The Dundas Real McCoys are a Canadian senior ice hockey team based in Dundas, Ontario. They play in the Ontario Hockey Association's Major League Hockey.

The Real McCoys have won two National Championships, winning the 1986 Hardy Cup as Canadian Senior "AA" Champions and hosting and winning the 2014 Allan Cup as Canadian Senior "AAA" Champions.

History
The Real McCoys were once members of the Major Intermediate A Hockey League as the Dundas Merchants, and as the Dundas-Hamilton Tigers. The Tigers won the J. Ross Robertson Cup in 1985 as the league's playoffs champions.

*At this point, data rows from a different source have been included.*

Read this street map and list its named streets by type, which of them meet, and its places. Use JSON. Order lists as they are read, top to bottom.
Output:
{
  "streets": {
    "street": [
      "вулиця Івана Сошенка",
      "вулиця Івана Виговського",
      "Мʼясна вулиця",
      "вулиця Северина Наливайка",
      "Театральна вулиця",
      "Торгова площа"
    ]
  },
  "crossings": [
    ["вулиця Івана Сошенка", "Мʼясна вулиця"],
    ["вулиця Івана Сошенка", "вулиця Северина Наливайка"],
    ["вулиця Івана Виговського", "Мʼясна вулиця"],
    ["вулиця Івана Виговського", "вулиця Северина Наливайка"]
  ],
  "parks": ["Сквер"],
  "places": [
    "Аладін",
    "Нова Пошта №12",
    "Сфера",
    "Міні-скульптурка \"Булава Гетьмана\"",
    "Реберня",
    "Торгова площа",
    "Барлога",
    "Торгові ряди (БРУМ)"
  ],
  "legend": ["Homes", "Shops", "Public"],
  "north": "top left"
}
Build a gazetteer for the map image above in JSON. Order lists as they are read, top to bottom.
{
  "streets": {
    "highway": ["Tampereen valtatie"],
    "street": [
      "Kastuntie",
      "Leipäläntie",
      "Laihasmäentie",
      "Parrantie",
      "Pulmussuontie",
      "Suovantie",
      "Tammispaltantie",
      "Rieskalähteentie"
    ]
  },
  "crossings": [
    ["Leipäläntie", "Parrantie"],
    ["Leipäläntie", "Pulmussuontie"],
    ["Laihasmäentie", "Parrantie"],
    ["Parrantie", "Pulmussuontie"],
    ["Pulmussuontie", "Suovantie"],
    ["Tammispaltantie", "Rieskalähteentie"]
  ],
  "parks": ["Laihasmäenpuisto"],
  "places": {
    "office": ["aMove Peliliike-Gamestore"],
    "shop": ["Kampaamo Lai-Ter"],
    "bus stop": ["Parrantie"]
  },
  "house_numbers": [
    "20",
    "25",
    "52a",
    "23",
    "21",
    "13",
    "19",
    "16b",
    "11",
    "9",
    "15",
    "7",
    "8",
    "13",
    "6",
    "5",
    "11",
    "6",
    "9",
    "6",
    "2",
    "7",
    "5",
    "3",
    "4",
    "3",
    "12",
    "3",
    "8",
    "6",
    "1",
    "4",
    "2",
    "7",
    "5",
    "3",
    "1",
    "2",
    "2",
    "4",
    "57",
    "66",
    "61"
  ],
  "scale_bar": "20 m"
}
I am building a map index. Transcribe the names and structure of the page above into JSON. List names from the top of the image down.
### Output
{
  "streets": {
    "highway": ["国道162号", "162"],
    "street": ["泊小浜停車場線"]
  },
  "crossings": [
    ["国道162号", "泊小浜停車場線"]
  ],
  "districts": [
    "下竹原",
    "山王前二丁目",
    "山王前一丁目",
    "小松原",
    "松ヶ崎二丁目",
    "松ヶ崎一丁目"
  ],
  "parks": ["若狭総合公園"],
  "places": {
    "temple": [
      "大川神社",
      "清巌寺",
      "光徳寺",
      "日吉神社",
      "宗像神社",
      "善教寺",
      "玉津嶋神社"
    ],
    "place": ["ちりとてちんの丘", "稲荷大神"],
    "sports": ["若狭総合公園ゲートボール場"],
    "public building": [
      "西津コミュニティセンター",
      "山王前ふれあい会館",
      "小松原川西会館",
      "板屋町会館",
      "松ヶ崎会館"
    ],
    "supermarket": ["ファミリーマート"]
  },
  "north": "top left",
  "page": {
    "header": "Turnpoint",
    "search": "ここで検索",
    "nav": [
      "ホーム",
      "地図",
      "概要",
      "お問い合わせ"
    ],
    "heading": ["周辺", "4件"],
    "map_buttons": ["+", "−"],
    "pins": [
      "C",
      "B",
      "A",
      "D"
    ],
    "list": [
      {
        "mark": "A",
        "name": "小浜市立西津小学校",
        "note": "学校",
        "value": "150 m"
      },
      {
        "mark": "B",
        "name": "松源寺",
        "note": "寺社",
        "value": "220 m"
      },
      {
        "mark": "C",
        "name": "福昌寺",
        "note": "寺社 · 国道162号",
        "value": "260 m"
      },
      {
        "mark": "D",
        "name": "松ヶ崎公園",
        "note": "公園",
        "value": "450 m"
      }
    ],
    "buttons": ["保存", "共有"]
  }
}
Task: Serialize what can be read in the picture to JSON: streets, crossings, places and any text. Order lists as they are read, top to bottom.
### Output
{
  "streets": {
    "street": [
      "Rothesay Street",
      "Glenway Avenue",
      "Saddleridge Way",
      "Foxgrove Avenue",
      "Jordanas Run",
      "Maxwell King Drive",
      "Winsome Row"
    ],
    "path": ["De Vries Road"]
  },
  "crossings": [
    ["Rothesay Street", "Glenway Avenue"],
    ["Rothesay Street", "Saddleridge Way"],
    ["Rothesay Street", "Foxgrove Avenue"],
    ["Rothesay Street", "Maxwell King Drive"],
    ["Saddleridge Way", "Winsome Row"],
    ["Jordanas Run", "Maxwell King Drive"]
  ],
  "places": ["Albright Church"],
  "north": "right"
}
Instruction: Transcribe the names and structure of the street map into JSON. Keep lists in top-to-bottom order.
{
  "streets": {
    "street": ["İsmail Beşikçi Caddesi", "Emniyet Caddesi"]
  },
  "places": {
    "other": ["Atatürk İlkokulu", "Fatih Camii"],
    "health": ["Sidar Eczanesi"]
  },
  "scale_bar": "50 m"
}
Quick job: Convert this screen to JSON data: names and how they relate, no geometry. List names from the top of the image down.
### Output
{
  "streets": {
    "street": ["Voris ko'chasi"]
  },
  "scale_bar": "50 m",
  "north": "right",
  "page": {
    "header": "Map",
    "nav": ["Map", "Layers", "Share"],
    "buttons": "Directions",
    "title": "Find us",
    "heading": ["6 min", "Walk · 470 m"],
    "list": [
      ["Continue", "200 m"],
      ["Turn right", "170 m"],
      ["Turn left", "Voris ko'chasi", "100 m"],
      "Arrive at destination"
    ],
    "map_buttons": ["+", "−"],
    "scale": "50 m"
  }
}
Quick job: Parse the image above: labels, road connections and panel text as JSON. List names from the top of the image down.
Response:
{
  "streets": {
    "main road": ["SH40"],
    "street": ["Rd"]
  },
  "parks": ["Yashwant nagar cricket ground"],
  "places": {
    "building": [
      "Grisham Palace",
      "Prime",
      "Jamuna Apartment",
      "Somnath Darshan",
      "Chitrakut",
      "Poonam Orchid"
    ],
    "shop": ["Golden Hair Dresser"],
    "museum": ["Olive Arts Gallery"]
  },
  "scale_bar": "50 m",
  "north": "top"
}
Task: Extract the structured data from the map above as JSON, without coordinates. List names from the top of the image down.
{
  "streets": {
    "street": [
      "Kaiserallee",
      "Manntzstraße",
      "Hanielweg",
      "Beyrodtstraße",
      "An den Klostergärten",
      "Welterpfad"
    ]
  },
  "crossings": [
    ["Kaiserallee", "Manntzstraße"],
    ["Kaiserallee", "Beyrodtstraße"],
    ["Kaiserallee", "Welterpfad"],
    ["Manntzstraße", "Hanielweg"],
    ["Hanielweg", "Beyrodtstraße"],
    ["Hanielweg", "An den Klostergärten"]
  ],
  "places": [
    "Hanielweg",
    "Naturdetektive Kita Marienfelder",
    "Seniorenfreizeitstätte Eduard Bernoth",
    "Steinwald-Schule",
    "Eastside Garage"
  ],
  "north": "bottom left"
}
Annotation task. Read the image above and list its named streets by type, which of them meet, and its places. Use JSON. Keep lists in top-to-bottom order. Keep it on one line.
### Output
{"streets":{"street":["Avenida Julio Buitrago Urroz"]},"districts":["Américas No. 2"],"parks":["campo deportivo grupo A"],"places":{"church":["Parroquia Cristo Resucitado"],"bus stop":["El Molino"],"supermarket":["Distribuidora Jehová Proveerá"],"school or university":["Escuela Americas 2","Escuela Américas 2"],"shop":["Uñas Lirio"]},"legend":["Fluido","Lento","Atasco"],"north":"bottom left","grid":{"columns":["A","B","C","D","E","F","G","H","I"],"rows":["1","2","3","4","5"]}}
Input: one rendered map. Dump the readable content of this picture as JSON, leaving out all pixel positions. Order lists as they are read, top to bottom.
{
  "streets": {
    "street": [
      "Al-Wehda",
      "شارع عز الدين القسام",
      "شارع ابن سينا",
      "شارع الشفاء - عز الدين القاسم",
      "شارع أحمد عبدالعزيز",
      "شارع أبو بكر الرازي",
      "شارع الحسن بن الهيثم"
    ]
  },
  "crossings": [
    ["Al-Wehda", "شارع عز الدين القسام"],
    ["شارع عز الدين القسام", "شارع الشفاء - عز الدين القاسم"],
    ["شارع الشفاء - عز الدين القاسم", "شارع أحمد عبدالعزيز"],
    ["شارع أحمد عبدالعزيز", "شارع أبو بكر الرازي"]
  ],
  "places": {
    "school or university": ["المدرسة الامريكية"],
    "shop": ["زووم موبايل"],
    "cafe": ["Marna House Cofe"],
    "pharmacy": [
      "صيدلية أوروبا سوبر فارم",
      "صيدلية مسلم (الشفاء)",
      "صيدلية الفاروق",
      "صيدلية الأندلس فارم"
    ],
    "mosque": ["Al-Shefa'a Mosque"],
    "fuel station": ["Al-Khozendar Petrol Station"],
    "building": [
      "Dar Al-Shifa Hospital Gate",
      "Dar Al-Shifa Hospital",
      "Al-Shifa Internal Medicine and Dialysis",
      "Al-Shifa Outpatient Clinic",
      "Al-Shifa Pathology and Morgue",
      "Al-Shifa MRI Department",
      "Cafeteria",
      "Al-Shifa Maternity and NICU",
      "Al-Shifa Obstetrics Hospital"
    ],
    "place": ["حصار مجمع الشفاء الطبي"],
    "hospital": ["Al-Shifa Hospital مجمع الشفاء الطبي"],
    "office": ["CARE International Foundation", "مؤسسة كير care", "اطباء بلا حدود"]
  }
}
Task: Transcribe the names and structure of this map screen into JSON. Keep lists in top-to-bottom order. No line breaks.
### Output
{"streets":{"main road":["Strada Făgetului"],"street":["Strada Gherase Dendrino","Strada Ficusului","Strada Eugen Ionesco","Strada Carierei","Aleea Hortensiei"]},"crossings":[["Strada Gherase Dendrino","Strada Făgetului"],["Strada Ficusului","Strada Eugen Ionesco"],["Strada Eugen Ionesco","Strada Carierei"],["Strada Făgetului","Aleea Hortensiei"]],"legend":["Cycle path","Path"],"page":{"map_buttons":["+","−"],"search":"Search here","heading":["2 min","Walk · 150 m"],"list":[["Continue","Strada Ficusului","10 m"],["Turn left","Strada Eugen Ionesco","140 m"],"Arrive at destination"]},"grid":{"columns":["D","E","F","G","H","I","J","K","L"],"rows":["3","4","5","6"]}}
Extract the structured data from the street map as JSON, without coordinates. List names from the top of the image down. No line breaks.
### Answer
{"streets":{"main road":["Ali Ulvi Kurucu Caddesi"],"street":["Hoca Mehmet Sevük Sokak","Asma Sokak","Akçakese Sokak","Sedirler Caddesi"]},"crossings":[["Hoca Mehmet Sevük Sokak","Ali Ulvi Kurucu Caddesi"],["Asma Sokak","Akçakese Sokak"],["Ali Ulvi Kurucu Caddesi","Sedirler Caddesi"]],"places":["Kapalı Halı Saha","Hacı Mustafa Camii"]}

In 1986, the Real McCoys were the last Ontario Hockey Association team to win the Hardy Cup as National Senior "AA"/Intermediate "A" Champions.  Only two OHA teams ever won this award, the other was the Georgetown Raiders. The Real McCoys played one year independent after the OHA Sr. League folded in 1987.  After faltering in the first round of the national playoffs in 1988, the McCoys folded.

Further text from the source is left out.